Parody; and sometimes unconscious mimicry. In September this letter was featured in, of all places, the Economic Times of New Delhi: “Man doesn’t realize his real purpose on earth so long as he rolls in comforts…. It’s absolutely true that adversity teaches a man a bitter lesson, toughens his fibre and moulds his character. In other words, an altogether new man is born out of adversity which helpfully destroys one’s ego and makes one humble and selfless…. Prolonged suffering opens the eyes to hate the things for which one craved before unduly, leading eventually even to a state of resignation. It then dawns on us that continued yearning brings us intense agony…. But the stoic mind is least perturbed by the vicissitudes of life. It’s well within our efforts to conquer grief. It’s simple. Develop an attitude of detachment even while remaining in the thick of terrestrial pleasures.”

In a financial newspaper! But India is India; and the letter seems at first quite Indian, a statement of the Hindu-Buddhist ideal of nonattachment. But the writer has got there by a tortured Western route. Much of his language is borrowed; and his attitude isn’t as Hindu or Buddhist as it seems. The image of the smiling Buddha is well known. He has the bump of developed consciousness on his head, the very long ears of comprehension, the folds of wisdom down his neck. But these iconographic distortions do not take away from his humanity. His lips are full, his cheeks round, and he has a double chin. His senses haven’t atrophied (the Buddha tried and rejected the ascetic way); he is at peace with the senses. The possession of the senses is part of his serenity, part of his wholeness, and the very basis of the continuing appeal of this image after two thousand years. It isn’t nonattachment like this that the letter-writer proposes, but something quite different, more Western: stoicism, resignation, with more than a touch of bitterness: a consumer’s lament.

“Why do you blame the country for everything? It has been good enough for 400 millions,” Jagan said, remembering the heritage of Ramayana and Bhagavad Gita and all the trials and sufferings he had undergone to win independence.

This outburst is from The Vendor of Sweets. And for too long this self-satisfaction—expressed in varying ways, and most usually in meaningless exhortations to return to the true religion, and laments for Gandhianism: mechanical turns of the prayer-wheel—has passed in India for thought. But Gandhianism has had its great day; and the simple assertion of Indian antiquity won’t do now. The heritage is there, and will always be India’s; but it can be seen now to belong to the past, to be part of the classical world. And the heritage has oppressed: Hinduism hasn’t been good enough for the millions. It has exposed us to a thousand years of defeat and stagnation. It has given men no idea of a contract with other men, no idea of the state. It has enslaved one quarter of the population and always left the whole fragmented and vulnerable. Its philosophy of withdrawal has diminished men intellectually and not equipped them to respond to challenge; it has stifled growth. So that again and again in India history has repeated itself: vulnerability, defeat, withdrawal. And there are not 400 millions now, but something nearer 700.

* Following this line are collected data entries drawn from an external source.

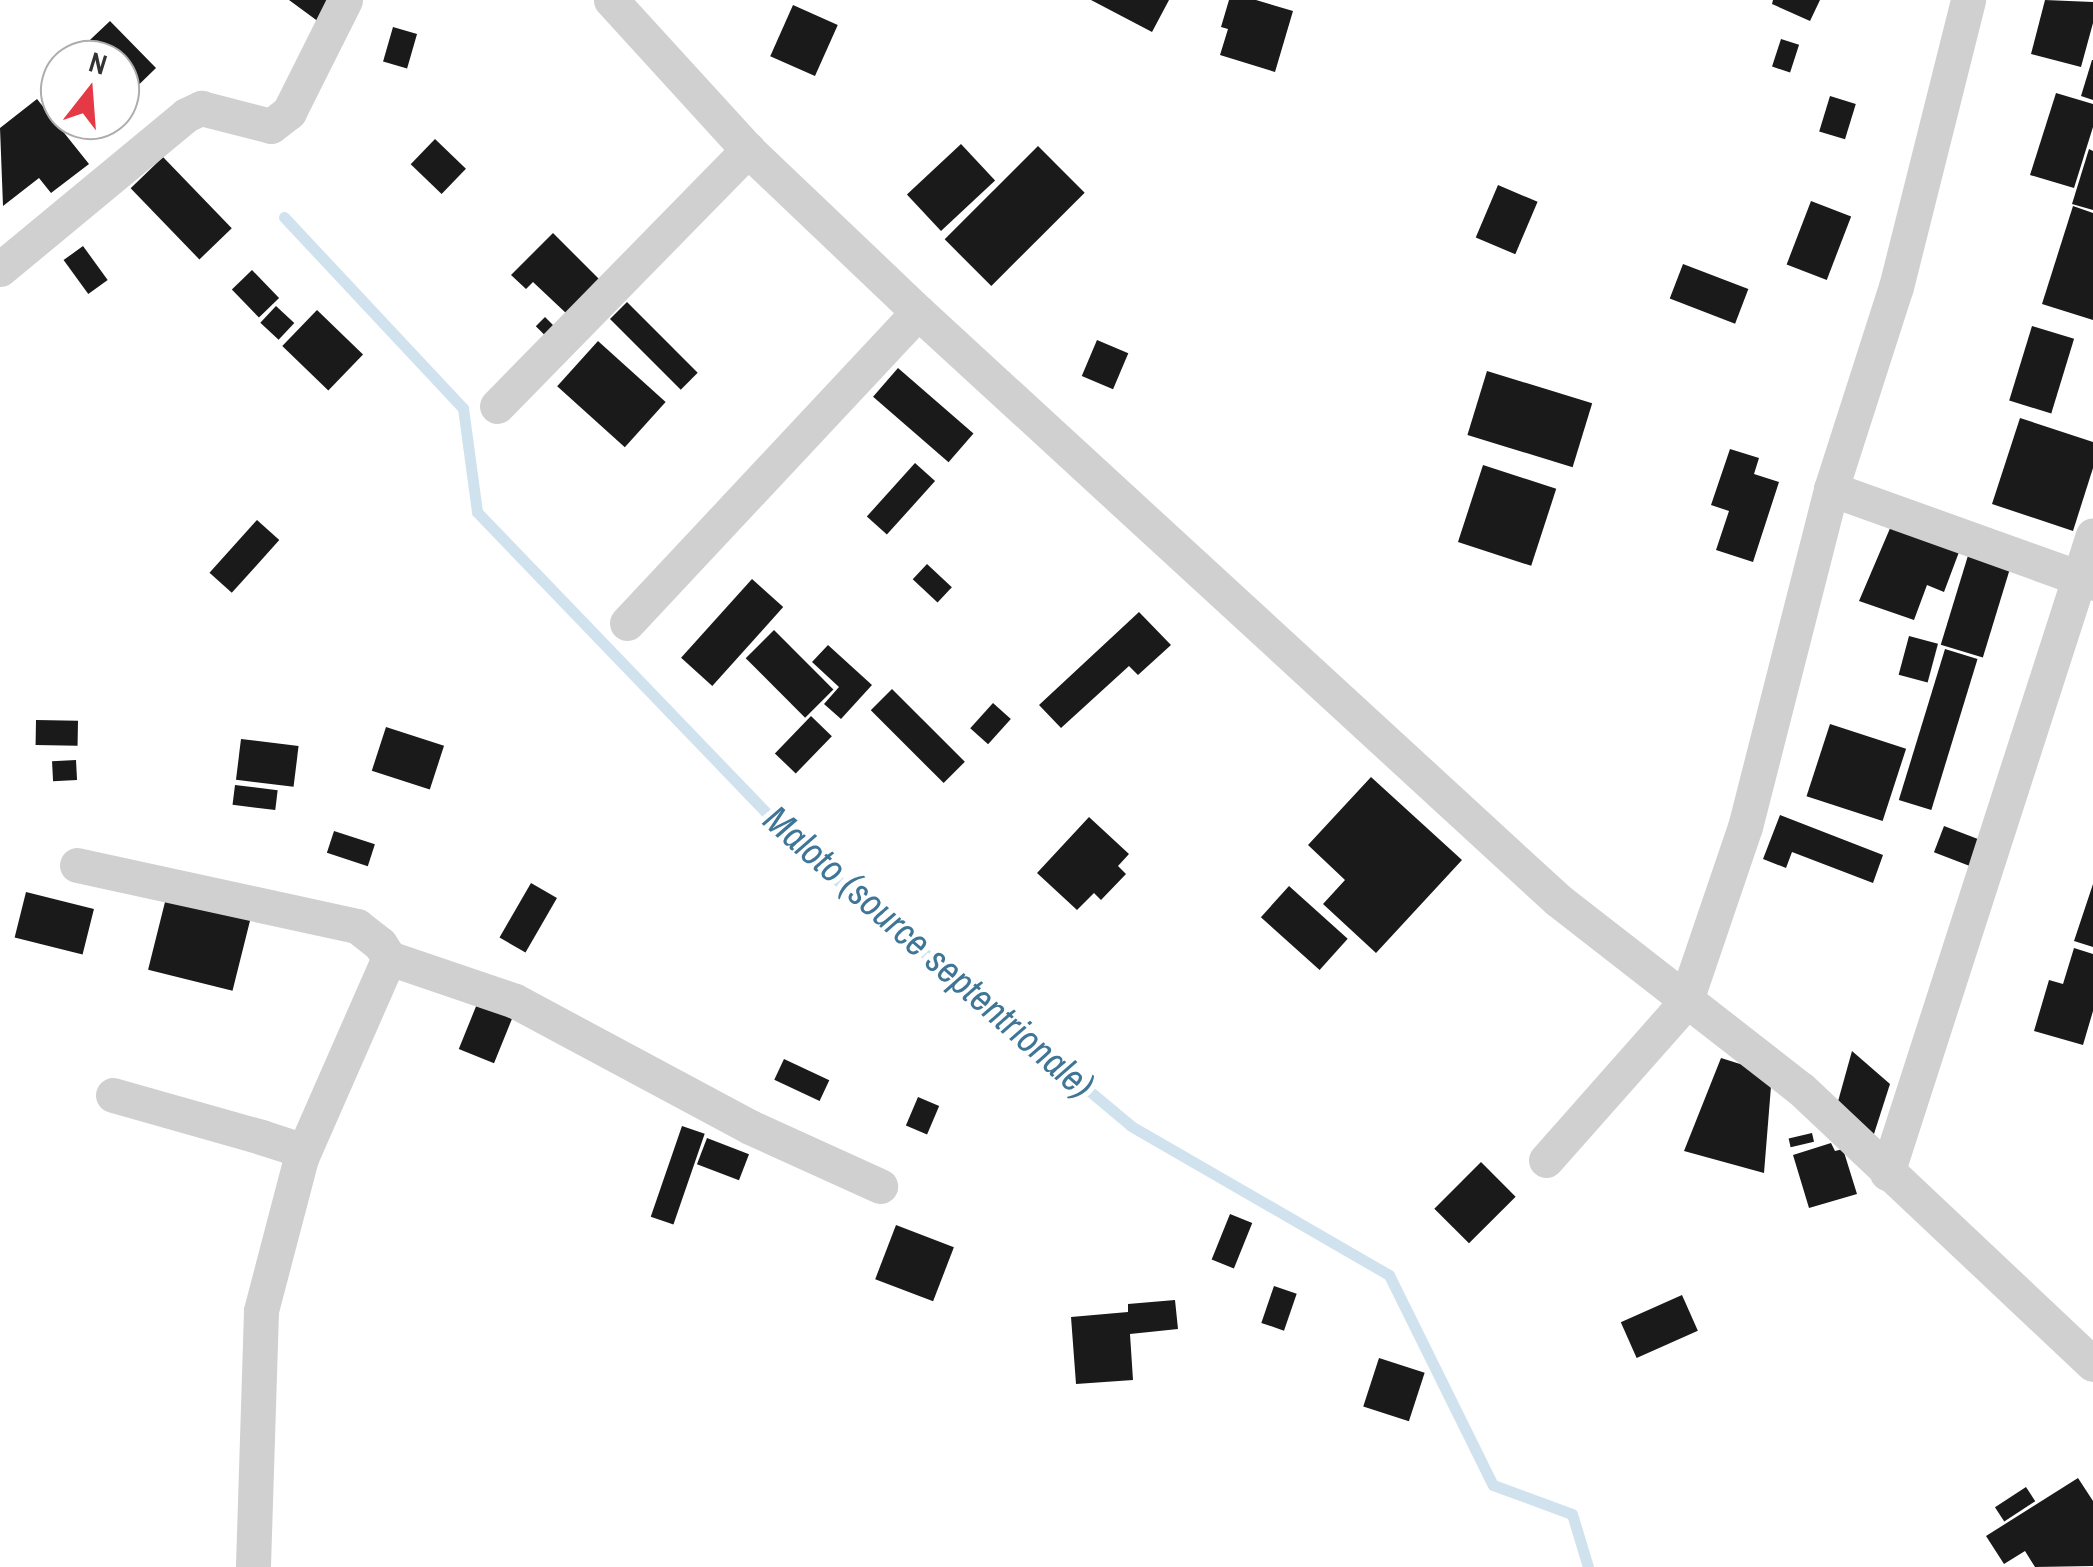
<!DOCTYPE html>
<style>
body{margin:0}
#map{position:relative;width:2093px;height:1567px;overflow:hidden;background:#fff;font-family:"Archivo Narrow",sans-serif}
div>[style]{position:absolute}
.stream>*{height:11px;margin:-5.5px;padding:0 5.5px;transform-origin:5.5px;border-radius:5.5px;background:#cfe2ee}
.building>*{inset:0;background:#1a1a1a;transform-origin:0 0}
.minor>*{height:35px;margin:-17.5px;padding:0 17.5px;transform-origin:17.5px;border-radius:17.5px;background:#d0d0d0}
span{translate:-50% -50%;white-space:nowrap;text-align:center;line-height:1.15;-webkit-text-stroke:10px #fff;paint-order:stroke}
.water-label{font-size:38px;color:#3f7597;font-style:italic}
.north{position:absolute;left:40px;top:40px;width:100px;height:100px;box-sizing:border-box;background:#fff;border:2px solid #adadad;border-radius:50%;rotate:17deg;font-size:28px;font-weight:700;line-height:40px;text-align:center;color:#333}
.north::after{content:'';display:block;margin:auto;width:35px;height:45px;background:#e63946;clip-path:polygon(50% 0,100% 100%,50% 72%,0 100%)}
</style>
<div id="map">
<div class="stream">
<div style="left:284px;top:217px;width:262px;rotate:46.9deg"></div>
<div style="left:463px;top:408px;width:105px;rotate:82.3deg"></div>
<div style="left:477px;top:512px;width:475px;rotate:46.1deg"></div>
<div style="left:806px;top:854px;width:424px;rotate:39.9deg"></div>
<div style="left:1131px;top:1126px;width:298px;rotate:30deg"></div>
<div style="left:1389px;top:1275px;width:234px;rotate:63.7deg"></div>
<div style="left:1493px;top:1485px;width:84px;rotate:20.2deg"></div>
<div style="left:1572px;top:1514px;width:55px;rotate:73.2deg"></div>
</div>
<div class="building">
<div style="clip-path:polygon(289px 0,342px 0,323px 25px)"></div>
<div style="clip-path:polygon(1091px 0,1169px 0,1152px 32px)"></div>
<div style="clip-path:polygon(1229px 0,1256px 0,1293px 11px,1275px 72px,1220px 55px,1228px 29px,1221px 27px)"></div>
<div style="clip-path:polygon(1773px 0,1820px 0,1810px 21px,1772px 4px)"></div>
<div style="clip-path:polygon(2045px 0,2093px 2px,2093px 23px,2081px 67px,2031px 54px)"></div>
<div style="left:793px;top:5px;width:49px;height:56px;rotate:24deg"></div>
<div style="clip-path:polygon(110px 21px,156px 68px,120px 103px,120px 60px,73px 56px)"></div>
<div style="left:393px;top:27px;width:25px;height:36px;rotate:16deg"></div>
<div style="left:1781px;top:39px;width:19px;height:29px;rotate:18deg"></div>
<div style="clip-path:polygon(2092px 60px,2093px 60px,2093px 100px,2081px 96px)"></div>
<div style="clip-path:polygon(2056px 93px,2093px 104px,2093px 127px,2074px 188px,2030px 175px)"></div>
<div style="left:1830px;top:96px;width:27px;height:37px;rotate:17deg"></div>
<div style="clip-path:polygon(37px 99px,89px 164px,51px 193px,39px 178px,3px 206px,0 128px)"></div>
<div style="left:435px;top:139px;width:43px;height:35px;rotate:44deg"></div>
<div style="left:961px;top:144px;width:50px;height:74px;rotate:47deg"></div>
<div style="left:1038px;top:146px;width:66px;height:132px;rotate:45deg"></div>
<div style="clip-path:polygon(2089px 149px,2093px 151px,2093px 210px,2072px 204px)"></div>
<div style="left:163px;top:157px;width:99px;height:45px;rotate:46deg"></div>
<div style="left:1498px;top:185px;width:43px;height:57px;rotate:23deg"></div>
<div style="left:1811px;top:201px;width:43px;height:68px;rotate:21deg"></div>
<div style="clip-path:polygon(2073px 206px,2093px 213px,2093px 320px,2042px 304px)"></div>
<div style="clip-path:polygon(553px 233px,601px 281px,568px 315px,533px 282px,526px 289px,511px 275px)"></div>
<div style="left:83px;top:246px;width:42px;height:24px;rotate:54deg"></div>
<div style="left:1683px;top:264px;width:70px;height:37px;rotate:21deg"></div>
<div style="left:252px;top:270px;width:39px;height:28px;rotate:46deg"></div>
<div style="left:627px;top:302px;width:100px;height:24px;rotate:45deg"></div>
<div style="left:276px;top:306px;width:25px;height:23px;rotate:43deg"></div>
<div style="left:317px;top:310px;width:64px;height:50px;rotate:44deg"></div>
<div style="left:545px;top:317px;width:17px;height:13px;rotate:45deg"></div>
<div style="left:2032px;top:326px;width:44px;height:78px;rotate:17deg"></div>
<div style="left:1097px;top:340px;width:34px;height:39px;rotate:23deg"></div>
<div style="left:598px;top:341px;width:91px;height:61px;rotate:42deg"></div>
<div style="left:898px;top:368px;width:100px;height:38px;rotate:41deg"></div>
<div style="left:1487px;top:371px;width:110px;height:67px;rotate:17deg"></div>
<div style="clip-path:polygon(2020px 418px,2093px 442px,2093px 468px,2073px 531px,1992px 504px)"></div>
<div style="clip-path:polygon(1730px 449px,1759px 458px,1754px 474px,1779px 482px,1753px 562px,1716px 550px,1729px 511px,1711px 505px)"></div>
<div style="left:915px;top:463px;width:27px;height:72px;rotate:42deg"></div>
<div style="left:1483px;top:465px;width:77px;height:81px;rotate:18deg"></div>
<div style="left:257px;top:520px;width:30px;height:71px;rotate:42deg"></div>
<div style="clip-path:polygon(1891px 526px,1959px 552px,1944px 592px,1927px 585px,1914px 620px,1859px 601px)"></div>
<div style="left:1970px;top:549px;width:44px;height:100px;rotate:17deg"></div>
<div style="left:927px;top:564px;width:34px;height:21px;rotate:43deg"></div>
<div style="left:752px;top:579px;width:42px;height:106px;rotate:42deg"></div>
<div style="clip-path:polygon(1139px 612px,1171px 645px,1138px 675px,1129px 666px,1061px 728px,1039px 705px)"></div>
<div style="left:774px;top:630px;width:84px;height:40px;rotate:45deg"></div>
<div style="left:1909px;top:636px;width:30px;height:40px;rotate:15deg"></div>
<div style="clip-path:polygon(828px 645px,872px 685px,841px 719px,824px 704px,839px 687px,812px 662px)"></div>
<div style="left:1945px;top:649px;width:34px;height:158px;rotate:17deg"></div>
<div style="left:892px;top:689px;width:103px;height:30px;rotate:45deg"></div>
<div style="left:993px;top:703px;width:24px;height:34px;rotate:42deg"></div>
<div style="left:811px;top:716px;width:29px;height:52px;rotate:44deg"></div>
<div style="left:36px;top:720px;width:42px;height:25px;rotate:1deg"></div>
<div style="left:1830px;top:724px;width:80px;height:76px;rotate:18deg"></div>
<div style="left:386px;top:727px;width:61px;height:46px;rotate:18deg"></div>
<div style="left:241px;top:739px;width:58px;height:41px;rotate:7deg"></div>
<div style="left:76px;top:760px;width:20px;height:24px;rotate:87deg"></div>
<div style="clip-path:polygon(1371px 777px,1462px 860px,1376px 953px,1323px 904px,1345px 880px,1308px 845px)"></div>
<div style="left:235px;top:785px;width:43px;height:20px;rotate:7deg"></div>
<div style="clip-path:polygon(1780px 815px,1883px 855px,1873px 883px,1792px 852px,1786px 868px,1763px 859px)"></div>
<div style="clip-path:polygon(1089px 817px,1129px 854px,1118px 866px,1126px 874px,1101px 900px,1094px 893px,1077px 910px,1037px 873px)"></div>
<div style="left:1944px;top:826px;width:53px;height:28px;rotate:21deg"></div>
<div style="left:334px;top:831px;width:43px;height:23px;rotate:18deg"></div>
<div style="left:531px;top:883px;width:30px;height:63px;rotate:30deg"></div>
<div style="clip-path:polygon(2093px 884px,2093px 947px,2074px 941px)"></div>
<div style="left:1289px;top:886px;width:79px;height:42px;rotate:42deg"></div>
<div style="left:26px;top:892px;width:70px;height:47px;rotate:14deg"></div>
<div style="left:166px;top:898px;width:87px;height:74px;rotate:14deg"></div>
<div style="clip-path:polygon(2074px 948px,2093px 954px,2093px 1011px,2083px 1045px,2034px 1031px,2049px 980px,2063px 984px)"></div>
<div style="left:479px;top:999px;width:38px;height:54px;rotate:22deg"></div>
<div style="clip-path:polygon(1852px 1051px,1890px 1084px,1873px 1137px,1837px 1105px)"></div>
<div style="clip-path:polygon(1721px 1058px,1772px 1074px,1764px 1173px,1684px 1151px)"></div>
<div style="left:784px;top:1059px;width:50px;height:23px;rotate:25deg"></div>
<div style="left:918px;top:1097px;width:23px;height:31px;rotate:23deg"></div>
<div style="left:682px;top:1126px;width:24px;height:96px;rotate:19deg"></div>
<div style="left:1812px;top:1133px;width:9px;height:24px;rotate:77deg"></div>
<div style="left:707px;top:1138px;width:45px;height:28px;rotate:21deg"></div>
<div style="clip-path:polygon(1831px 1143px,1835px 1151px,1843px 1149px,1857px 1194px,1809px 1208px,1793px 1155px)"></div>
<div style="left:1481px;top:1162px;width:49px;height:66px;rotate:45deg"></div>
<div style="left:1230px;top:1214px;width:24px;height:49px;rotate:22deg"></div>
<div style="left:896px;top:1225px;width:62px;height:58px;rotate:21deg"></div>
<div style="left:1274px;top:1286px;width:24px;height:39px;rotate:19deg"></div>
<div style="left:1682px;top:1295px;width:39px;height:67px;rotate:66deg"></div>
<div style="clip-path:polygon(1175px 1300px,1178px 1329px,1130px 1334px,1133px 1380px,1076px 1384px,1071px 1317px,1128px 1312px,1128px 1304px)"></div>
<div style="left:1379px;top:1358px;width:48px;height:51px;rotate:18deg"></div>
<div style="clip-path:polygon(2078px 1478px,2093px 1501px,2093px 1566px,2035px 1567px,2025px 1551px,2004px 1564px,1986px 1536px)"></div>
<div style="left:2026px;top:1487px;width:17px;height:37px;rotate:57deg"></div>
</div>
<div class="minor">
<div style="left:611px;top:0;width:203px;rotate:47.6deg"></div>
<div style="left:748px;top:150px;width:235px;rotate:43.6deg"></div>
<div style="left:918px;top:312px;width:869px;rotate:42.58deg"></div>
<div style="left:1558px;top:900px;width:308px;rotate:37.9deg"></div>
<div style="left:1801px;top:1089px;width:401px;rotate:43.3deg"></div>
<div style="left:0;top:269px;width:241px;rotate:-39.6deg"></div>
<div style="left:186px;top:115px;width:17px;rotate:-25deg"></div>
<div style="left:201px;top:108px;width:72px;rotate:14.4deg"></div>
<div style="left:271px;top:126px;width:23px;rotate:-38deg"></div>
<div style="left:289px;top:112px;width:125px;rotate:-63.4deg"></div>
<div style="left:497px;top:406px;width:359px;rotate:-45.6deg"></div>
<div style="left:1831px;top:489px;width:278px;rotate:19.7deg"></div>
<div style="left:627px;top:623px;width:426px;rotate:-46.9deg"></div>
<div style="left:77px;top:865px;width:287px;rotate:12.3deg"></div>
<div style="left:357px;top:926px;width:29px;rotate:38deg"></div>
<div style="left:380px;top:944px;width:17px;rotate:57deg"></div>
<div style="left:113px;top:1095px;width:154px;rotate:15.8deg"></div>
<div style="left:261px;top:1137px;width:33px;rotate:18deg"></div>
<div style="left:292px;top:1147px;width:14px;rotate:51deg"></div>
<div style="left:301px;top:1158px;width:158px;rotate:104.7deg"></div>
<div style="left:261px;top:1311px;width:256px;rotate:91.8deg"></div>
<div style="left:301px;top:1158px;width:219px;rotate:-66.3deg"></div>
<div style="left:389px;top:958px;width:133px;rotate:18.8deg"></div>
<div style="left:515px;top:1001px;width:267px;rotate:28.2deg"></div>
<div style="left:750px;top:1127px;width:143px;rotate:24.4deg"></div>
<div style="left:1546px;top:1160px;width:210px;rotate:-48.5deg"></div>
<div style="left:1685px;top:1003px;width:186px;rotate:-71.2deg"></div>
<div style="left:1745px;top:827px;width:349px;rotate:-75.7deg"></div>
<div style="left:1831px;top:489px;width:212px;rotate:-72.2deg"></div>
<div style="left:1896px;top:287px;width:296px;rotate:-75.9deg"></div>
<div style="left:1887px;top:1173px;width:670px;rotate:-72.11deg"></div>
</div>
<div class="water-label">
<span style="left:929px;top:952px;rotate:41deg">Maloto (source septentrionale)</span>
</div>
<div class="north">N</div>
</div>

The unregarded millions have multiplied and now, flooding into the cities, cannot be denied. The illegal hutments in which they live are knocked down; but they rise again, a daily tide-wrack on the margin of cities, and beside the railway lines and the industrial highways. It was this new nearness of the millions, this unknown India on the move, together with the triviality of Indian thought on most subjects—the intellectual deficiencies of the archaic civilization finally revealed during this Emergency, India stalled, unable to see its way ahead, to absorb and render creative the changes it has at last generated—it was this great uncertainty, this sense of elemental movement from below, and an almost superstitious dread of this land of impressive, unfinished ruins, that made the professional man say in Delhi: “It’s terrible to see your life’s work turning to ashes.” And his wife said, “For the middle classes, for people who live like us, it’s all over. We have a sense of doom.”